[[ Excerpted data open ]]

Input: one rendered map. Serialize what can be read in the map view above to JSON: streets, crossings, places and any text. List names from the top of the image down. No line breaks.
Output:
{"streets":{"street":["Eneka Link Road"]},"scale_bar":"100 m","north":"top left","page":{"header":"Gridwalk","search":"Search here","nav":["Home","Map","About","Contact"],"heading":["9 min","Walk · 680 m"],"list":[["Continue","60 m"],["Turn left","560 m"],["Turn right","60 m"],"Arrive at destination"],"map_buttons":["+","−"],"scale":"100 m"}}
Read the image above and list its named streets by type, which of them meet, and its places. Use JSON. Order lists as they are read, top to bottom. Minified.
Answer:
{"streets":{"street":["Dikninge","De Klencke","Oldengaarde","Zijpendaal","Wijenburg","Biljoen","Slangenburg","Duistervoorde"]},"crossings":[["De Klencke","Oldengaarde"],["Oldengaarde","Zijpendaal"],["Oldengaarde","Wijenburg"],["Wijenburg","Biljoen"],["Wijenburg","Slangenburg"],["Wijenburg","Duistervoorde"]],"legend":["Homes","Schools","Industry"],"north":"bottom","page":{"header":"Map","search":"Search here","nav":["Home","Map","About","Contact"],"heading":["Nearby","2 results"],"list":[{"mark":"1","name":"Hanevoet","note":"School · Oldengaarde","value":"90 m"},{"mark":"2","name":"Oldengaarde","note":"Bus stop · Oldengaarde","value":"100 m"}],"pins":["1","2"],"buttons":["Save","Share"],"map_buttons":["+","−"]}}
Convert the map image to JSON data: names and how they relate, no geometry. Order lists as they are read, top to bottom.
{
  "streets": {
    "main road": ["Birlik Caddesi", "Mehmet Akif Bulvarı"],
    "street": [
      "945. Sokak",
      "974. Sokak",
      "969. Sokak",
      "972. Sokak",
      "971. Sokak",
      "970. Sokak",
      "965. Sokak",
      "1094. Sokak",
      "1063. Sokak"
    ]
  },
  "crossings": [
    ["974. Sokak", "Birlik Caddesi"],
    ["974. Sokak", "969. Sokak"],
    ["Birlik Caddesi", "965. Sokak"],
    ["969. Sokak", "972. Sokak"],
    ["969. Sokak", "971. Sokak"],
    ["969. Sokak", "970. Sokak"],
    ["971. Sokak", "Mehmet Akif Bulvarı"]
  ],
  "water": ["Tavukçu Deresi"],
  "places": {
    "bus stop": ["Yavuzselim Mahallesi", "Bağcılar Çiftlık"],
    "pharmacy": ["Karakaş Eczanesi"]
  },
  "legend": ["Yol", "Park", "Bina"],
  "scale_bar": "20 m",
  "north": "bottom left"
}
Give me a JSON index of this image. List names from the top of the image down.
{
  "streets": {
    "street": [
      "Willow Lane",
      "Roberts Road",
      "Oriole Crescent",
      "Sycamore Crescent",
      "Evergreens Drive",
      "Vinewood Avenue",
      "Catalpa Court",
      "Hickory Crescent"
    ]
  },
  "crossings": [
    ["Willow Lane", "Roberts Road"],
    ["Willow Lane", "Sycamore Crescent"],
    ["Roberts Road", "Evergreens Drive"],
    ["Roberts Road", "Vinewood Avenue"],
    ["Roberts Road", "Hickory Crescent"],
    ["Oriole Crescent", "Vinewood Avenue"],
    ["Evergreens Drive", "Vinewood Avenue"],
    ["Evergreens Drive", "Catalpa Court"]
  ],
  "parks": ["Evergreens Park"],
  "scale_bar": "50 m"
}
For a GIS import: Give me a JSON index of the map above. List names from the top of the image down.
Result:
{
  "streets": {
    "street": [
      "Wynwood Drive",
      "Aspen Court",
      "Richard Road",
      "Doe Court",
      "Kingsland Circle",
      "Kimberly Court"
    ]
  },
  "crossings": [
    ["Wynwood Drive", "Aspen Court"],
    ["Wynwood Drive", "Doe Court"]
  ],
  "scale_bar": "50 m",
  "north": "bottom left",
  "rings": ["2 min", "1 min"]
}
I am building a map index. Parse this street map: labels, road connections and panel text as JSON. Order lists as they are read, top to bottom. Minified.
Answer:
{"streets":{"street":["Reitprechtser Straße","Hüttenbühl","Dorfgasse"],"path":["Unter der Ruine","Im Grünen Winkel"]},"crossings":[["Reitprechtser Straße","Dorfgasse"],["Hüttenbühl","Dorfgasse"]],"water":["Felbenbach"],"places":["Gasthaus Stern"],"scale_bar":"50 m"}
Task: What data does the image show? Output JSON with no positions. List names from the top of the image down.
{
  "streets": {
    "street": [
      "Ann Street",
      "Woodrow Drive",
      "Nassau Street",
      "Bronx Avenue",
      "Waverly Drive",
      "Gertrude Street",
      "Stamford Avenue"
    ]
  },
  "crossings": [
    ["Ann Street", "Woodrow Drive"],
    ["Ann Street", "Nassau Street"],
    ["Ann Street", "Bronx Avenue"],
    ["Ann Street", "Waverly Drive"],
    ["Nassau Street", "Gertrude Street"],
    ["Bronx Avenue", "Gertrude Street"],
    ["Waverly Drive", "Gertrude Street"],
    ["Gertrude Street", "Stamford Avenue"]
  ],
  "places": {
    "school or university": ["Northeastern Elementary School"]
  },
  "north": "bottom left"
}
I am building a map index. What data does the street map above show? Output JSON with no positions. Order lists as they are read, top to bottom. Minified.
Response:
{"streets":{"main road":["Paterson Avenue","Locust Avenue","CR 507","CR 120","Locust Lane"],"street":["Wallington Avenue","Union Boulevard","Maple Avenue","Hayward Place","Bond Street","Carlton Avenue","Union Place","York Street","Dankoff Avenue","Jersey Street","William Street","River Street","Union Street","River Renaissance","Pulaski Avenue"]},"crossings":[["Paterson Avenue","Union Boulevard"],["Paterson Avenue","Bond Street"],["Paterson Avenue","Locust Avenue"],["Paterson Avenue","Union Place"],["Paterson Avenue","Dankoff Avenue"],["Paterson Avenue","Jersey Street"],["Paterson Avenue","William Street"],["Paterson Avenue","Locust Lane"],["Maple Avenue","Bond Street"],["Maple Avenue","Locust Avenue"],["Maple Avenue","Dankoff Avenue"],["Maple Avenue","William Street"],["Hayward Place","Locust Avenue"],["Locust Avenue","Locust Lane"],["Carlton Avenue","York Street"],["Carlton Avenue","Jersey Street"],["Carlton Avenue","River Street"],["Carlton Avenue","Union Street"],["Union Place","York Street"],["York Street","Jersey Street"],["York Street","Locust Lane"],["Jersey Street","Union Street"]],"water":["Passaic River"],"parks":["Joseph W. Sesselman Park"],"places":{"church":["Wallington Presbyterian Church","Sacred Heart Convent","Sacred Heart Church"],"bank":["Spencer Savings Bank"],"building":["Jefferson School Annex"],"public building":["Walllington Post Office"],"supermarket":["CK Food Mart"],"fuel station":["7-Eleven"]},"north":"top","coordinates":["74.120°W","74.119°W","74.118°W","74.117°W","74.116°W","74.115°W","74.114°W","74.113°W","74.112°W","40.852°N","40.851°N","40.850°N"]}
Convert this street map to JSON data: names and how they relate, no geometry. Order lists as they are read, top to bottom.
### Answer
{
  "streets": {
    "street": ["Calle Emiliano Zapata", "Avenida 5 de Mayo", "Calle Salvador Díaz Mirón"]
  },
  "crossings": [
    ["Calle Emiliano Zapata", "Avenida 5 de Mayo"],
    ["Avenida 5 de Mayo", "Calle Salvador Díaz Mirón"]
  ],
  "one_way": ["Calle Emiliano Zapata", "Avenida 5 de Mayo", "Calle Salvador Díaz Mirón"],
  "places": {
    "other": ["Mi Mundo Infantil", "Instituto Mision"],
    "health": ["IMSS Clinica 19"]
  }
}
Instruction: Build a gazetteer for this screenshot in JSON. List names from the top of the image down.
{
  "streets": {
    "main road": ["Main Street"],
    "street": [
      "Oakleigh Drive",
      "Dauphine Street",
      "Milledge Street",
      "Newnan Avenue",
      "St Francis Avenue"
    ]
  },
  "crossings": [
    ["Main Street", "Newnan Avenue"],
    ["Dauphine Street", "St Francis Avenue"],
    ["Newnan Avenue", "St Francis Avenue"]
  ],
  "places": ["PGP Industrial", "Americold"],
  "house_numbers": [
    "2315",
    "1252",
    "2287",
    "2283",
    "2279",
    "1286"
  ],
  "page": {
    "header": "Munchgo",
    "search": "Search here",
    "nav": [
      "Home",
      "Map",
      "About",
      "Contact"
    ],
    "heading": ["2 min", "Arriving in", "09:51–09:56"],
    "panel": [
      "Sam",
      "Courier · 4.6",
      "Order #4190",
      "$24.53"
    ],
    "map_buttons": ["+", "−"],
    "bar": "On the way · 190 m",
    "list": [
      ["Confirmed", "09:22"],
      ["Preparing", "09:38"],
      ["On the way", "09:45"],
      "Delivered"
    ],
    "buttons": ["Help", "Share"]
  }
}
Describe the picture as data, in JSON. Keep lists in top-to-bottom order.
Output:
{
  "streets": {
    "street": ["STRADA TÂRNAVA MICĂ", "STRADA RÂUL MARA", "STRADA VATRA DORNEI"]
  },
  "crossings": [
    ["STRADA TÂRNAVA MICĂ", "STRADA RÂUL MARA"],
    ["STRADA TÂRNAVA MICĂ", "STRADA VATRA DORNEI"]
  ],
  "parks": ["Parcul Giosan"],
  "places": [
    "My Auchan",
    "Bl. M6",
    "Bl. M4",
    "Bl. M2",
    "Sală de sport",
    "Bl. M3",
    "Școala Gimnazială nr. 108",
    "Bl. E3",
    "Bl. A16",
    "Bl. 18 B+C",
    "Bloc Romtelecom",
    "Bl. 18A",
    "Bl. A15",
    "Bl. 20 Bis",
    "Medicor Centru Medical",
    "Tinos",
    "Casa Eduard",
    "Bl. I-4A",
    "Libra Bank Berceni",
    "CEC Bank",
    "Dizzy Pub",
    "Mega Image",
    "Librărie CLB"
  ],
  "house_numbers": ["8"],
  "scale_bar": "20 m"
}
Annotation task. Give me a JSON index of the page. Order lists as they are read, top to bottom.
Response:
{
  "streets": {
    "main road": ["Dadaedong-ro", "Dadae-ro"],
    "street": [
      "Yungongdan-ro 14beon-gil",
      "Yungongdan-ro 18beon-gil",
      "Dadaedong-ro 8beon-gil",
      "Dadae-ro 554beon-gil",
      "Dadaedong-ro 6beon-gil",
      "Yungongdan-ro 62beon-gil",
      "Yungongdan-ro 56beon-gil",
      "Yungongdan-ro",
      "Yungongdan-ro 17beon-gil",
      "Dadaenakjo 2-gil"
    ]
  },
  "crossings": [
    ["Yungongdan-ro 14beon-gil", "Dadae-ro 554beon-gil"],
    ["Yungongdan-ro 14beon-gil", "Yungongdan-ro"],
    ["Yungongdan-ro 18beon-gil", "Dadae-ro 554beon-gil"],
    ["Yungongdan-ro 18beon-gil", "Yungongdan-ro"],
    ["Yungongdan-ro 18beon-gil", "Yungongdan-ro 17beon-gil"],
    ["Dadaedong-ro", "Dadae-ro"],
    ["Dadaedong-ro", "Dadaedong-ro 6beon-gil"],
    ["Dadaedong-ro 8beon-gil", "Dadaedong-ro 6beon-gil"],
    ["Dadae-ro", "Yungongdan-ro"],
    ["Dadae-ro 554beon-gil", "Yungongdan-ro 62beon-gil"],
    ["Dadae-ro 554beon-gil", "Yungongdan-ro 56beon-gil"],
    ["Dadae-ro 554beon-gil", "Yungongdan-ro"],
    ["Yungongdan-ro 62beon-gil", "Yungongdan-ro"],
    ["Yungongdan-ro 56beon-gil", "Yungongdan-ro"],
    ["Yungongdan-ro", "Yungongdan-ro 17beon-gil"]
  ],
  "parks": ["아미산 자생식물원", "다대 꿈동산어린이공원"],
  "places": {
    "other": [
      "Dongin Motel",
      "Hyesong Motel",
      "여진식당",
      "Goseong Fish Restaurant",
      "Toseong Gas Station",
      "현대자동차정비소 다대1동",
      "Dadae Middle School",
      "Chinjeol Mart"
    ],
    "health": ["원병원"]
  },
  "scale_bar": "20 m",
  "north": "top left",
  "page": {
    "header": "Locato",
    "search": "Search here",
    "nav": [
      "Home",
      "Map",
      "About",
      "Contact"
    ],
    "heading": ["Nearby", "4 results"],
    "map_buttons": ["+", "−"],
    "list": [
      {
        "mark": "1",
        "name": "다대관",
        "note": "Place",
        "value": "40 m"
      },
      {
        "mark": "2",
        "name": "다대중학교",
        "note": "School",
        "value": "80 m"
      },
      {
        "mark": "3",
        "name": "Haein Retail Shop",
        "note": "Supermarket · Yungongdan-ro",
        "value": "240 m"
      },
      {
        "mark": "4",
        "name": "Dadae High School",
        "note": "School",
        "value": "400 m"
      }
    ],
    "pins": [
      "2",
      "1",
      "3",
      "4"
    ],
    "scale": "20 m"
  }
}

[[ Excerpted data closed ]]

◆ Task item:
The lines running from the start of the data through the one that contains "Read the image" should be reproduced exactly, and only those.

◆ Result of this task:
Input: one rendered map. Serialize what can be read in the map view above to JSON: streets, crossings, places and any text. List names from the top of the image down. No line breaks.
Output:
{"streets":{"street":["Eneka Link Road"]},"scale_bar":"100 m","north":"top left","page":{"header":"Gridwalk","search":"Search here","nav":["Home","Map","About","Contact"],"heading":["9 min","Walk · 680 m"],"list":[["Continue","60 m"],["Turn left","560 m"],["Turn right","60 m"],"Arrive at destination"],"map_buttons":["+","−"],"scale":"100 m"}}
Read the image above and list its named streets by type, which of them meet, and its places. Use JSON. Order lists as they are read, top to bottom. Minified.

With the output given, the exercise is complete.